*** DATA FOR REVIEW ***

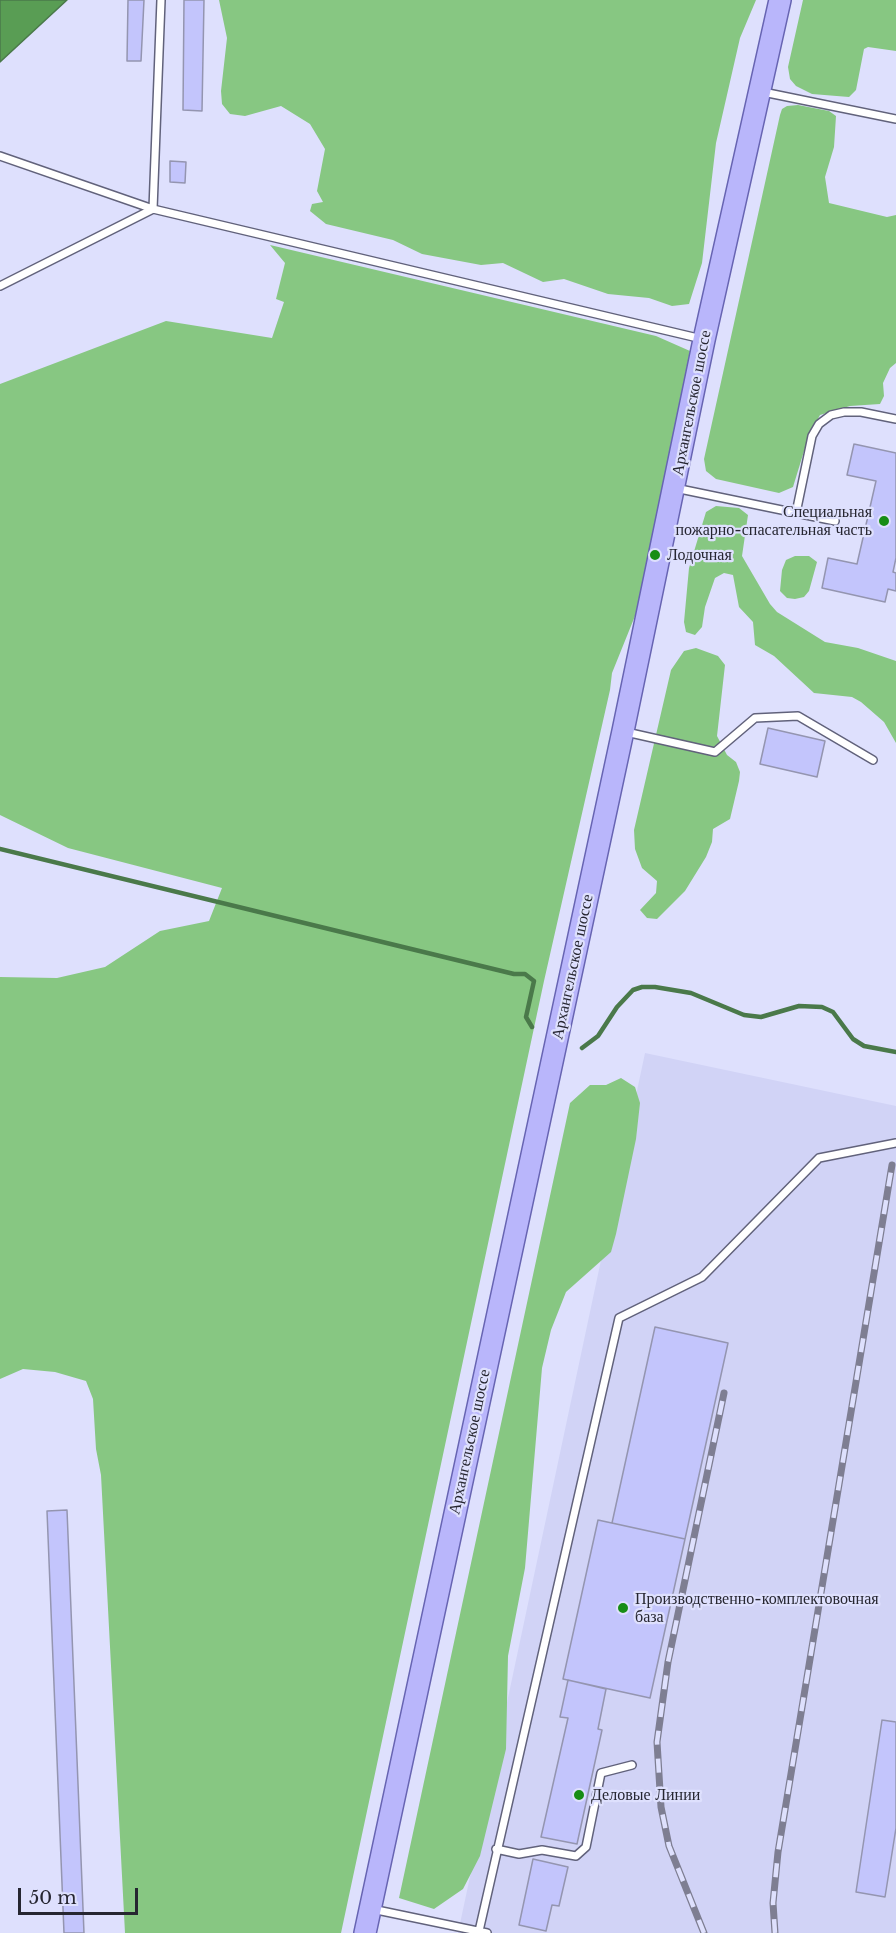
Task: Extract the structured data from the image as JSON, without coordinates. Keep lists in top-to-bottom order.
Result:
{
  "streets": {
    "main road": ["Архангельское шоссе"]
  },
  "places": [
    "Специальная пожарно-спасательная часть",
    "Лодочная",
    "Производственно-комплектовочная база",
    "Деловые Линии"
  ],
  "scale_bar": "50 m"
}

***

Your response must restate every record above exactly, with each picture omitted.

RESPONSE:
Task: Extract the structured data from the image as JSON, without coordinates. Keep lists in top-to-bottom order.
Result:
{
  "streets": {
    "main road": ["Архангельское шоссе"]
  },
  "places": [
    "Специальная пожарно-спасательная часть",
    "Лодочная",
    "Производственно-комплектовочная база",
    "Деловые Линии"
  ],
  "scale_bar": "50 m"
}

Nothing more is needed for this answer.